Miami Herald - Sunday, August 25, 2002
Daniela Lamas, dlamas@herald.com
It was like a day at the spa for the women, whose bodies need more attention than most. They were all HIV-positive.
"It's all about these women, for once. We create a sacred place," said Sheri Kaplan, executive director of the Center for Positive Connections, the Miami-based organization that put together the event. "We have women from all walks of life -- some come from treatment centers, others are Ph.Ds."
NEWEST ADVANCES
The fourth annual Women's HIV/AIDS Conference, held Saturday, brought 70 women to the Renaissance Hotel at 1601 Biscayne Blvd., where they learned about the newest advances in drugs to battle AIDS and experimented with complimentary alternative therapy.
They left with goodie bags filled with mascara, lip liner, material on HIV testing and condoms.
At the health fair after the lectures, Stephanie Symonette and Pamela Lewis waited for the makeover artist after their massages.
Lewis is a peer counselor who runs a class at Jackson Memorial Hospital, where she met Symonette, who refers to Lewis as her "mentor.".
"This is my other life," Lewis said. "I'm a mother, and I'm a wife, but here I can take care of the other part of me, being a woman living with the virus."
Symonette said the luxuries offered at the health fair, like acupuncture or Reiki, a healing technique involving hand movements, keep her better informed about ways for her to stay healthy.
"We're not dying with the disease, we're living with it now," said Symonette, who has been HIV-positive for 10 years. "We've got to take care of ourselves."
TO LOCAL CLINIC
Winnie, a Liberty City resident who declined to give her last name, said she takes the information she learns at the lectures and the health fair and takes it back to her local clinic.
On Saturday, one lecture by a University of Miami researcher urged the women to maintain their spirituality and establish a comfortable relationship with their doctors. Another detailed the gynecological issues faced by women with living with HIV, the AIDS virus that causes AIDS.

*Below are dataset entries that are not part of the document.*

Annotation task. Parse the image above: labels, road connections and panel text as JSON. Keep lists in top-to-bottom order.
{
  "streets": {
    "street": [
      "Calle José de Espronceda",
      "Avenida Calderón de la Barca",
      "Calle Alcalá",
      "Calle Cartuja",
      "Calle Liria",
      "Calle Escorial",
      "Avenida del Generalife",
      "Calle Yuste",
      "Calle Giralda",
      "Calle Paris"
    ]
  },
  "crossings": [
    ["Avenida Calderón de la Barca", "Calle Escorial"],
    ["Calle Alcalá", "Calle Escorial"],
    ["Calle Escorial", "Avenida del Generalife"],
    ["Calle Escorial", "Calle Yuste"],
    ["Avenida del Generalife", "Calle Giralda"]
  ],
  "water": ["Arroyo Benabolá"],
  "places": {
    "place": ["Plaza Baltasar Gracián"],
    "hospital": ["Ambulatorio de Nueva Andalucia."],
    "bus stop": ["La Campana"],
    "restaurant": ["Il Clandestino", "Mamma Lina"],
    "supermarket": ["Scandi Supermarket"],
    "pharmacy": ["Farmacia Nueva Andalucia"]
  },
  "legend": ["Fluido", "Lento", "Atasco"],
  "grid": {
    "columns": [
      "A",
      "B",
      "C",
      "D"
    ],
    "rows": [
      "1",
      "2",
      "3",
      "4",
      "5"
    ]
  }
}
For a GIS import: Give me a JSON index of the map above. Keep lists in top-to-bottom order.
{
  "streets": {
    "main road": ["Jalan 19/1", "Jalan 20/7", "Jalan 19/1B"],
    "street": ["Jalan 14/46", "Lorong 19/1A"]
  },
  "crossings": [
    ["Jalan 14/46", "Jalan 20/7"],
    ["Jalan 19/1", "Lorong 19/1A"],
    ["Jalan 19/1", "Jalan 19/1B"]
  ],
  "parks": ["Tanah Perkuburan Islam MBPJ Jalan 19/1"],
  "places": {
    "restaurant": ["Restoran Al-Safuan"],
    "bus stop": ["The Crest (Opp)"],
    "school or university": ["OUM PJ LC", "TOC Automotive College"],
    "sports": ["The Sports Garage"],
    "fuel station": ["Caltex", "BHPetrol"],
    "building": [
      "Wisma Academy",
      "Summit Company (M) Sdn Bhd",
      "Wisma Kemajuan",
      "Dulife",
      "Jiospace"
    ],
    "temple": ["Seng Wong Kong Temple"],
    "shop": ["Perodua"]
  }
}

"A lot of our clinics don't offer all of this or talk about the new medicines," said Winnie, who tried acupuncture for the first time at last year's event. While she was a little frightened at first, she said, she felt relaxed afterward.
"When we come out here, we know we're not alone. I love it," she said.
SUPPORTIVE PLACE
That's the purpose of the Center for Positive Connections, Kaplan said. She opened the center seven years ago after she was diagnosed with HIV and felt there wasn't a supportive place for heterosexual people who are HIV-positive to turn.
About 20,000 women and 45,000 men in Florida are living with HIV or AIDS, according to the U.S. Centers for Disease Control and Prevention. Miami has the highest rate of new AIDS cases of any metropolitan area in the nation, with Fort Lauderdale third and West Palm Beach fourth, according to the CDC.
Positive Connections, which offers free services that include chiropractic adjustment and workshops on mental health, has expanded to include a support group for gay men and will soon offer a bisexual group, said Lin Novick, the center's director of operations.
A center has opened in New York, and Kaplan said she is planning to start one in California.
Her goal, she said, is to have a Center for Positive Connections in every major city.